### Material provided
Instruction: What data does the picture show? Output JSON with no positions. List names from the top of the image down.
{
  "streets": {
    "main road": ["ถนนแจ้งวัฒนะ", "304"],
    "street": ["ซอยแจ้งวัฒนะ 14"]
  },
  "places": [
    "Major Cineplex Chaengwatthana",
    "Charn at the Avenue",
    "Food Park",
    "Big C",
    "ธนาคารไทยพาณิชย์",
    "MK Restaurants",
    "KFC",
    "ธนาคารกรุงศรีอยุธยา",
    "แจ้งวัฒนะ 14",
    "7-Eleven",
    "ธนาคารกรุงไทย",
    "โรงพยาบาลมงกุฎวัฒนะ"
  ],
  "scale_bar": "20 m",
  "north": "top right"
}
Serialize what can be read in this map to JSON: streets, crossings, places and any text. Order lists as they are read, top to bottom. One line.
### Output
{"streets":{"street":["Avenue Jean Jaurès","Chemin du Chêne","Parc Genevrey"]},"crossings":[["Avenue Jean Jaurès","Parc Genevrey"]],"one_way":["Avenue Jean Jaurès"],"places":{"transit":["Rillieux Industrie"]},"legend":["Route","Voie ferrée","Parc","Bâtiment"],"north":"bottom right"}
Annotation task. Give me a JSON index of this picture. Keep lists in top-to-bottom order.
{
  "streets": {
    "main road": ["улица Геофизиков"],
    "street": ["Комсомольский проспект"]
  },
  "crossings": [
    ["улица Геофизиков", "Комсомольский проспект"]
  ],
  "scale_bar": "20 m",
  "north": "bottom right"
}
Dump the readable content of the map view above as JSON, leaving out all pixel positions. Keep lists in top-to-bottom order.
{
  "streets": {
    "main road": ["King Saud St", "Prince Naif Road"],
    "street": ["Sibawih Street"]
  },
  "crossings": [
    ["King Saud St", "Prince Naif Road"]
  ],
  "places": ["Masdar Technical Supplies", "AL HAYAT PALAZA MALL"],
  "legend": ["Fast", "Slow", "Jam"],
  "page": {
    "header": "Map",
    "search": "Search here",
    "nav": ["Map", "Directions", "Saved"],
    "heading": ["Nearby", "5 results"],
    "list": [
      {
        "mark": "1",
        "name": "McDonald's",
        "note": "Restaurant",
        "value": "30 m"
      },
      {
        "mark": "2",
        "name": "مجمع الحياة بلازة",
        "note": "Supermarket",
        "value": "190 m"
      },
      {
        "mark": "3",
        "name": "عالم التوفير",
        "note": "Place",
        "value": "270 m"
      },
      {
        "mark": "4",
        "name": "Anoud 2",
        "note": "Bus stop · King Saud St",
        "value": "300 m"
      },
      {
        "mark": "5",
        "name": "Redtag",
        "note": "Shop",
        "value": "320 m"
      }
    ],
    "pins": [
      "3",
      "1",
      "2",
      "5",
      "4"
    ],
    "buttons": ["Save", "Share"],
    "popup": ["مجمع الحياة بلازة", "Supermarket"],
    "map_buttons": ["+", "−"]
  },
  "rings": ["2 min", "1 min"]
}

### What to do
Please set down all of the data above again, matching it exactly.

### Completed task
Instruction: What data does the picture show? Output JSON with no positions. List names from the top of the image down.
{
  "streets": {
    "main road": ["ถนนแจ้งวัฒนะ", "304"],
    "street": ["ซอยแจ้งวัฒนะ 14"]
  },
  "places": [
    "Major Cineplex Chaengwatthana",
    "Charn at the Avenue",
    "Food Park",
    "Big C",
    "ธนาคารไทยพาณิชย์",
    "MK Restaurants",
    "KFC",
    "ธนาคารกรุงศรีอยุธยา",
    "แจ้งวัฒนะ 14",
    "7-Eleven",
    "ธนาคารกรุงไทย",
    "โรงพยาบาลมงกุฎวัฒนะ"
  ],
  "scale_bar": "20 m",
  "north": "top right"
}
Serialize what can be read in this map to JSON: streets, crossings, places and any text. Order lists as they are read, top to bottom. One line.
### Output
{"streets":{"street":["Avenue Jean Jaurès","Chemin du Chêne","Parc Genevrey"]},"crossings":[["Avenue Jean Jaurès","Parc Genevrey"]],"one_way":["Avenue Jean Jaurès"],"places":{"transit":["Rillieux Industrie"]},"legend":["Route","Voie ferrée","Parc","Bâtiment"],"north":"bottom right"}
Annotation task. Give me a JSON index of this picture. Keep lists in top-to-bottom order.
{
  "streets": {
    "main road": ["улица Геофизиков"],
    "street": ["Комсомольский проспект"]
  },
  "crossings": [
    ["улица Геофизиков", "Комсомольский проспект"]
  ],
  "scale_bar": "20 m",
  "north": "bottom right"
}
Dump the readable content of the map view above as JSON, leaving out all pixel positions. Keep lists in top-to-bottom order.
{
  "streets": {
    "main road": ["King Saud St", "Prince Naif Road"],
    "street": ["Sibawih Street"]
  },
  "crossings": [
    ["King Saud St", "Prince Naif Road"]
  ],
  "places": ["Masdar Technical Supplies", "AL HAYAT PALAZA MALL"],
  "legend": ["Fast", "Slow", "Jam"],
  "page": {
    "header": "Map",
    "search": "Search here",
    "nav": ["Map", "Directions", "Saved"],
    "heading": ["Nearby", "5 results"],
    "list": [
      {
        "mark": "1",
        "name": "McDonald's",
        "note": "Restaurant",
        "value": "30 m"
      },
      {
        "mark": "2",
        "name": "مجمع الحياة بلازة",
        "note": "Supermarket",
        "value": "190 m"
      },
      {
        "mark": "3",
        "name": "عالم التوفير",
        "note": "Place",
        "value": "270 m"
      },
      {
        "mark": "4",
        "name": "Anoud 2",
        "note": "Bus stop · King Saud St",
        "value": "300 m"
      },
      {
        "mark": "5",
        "name": "Redtag",
        "note": "Shop",
        "value": "320 m"
      }
    ],
    "pins": [
      "3",
      "1",
      "2",
      "5",
      "4"
    ],
    "buttons": ["Save", "Share"],
    "popup": ["مجمع الحياة بلازة", "Supermarket"],
    "map_buttons": ["+", "−"]
  },
  "rings": ["2 min", "1 min"]
}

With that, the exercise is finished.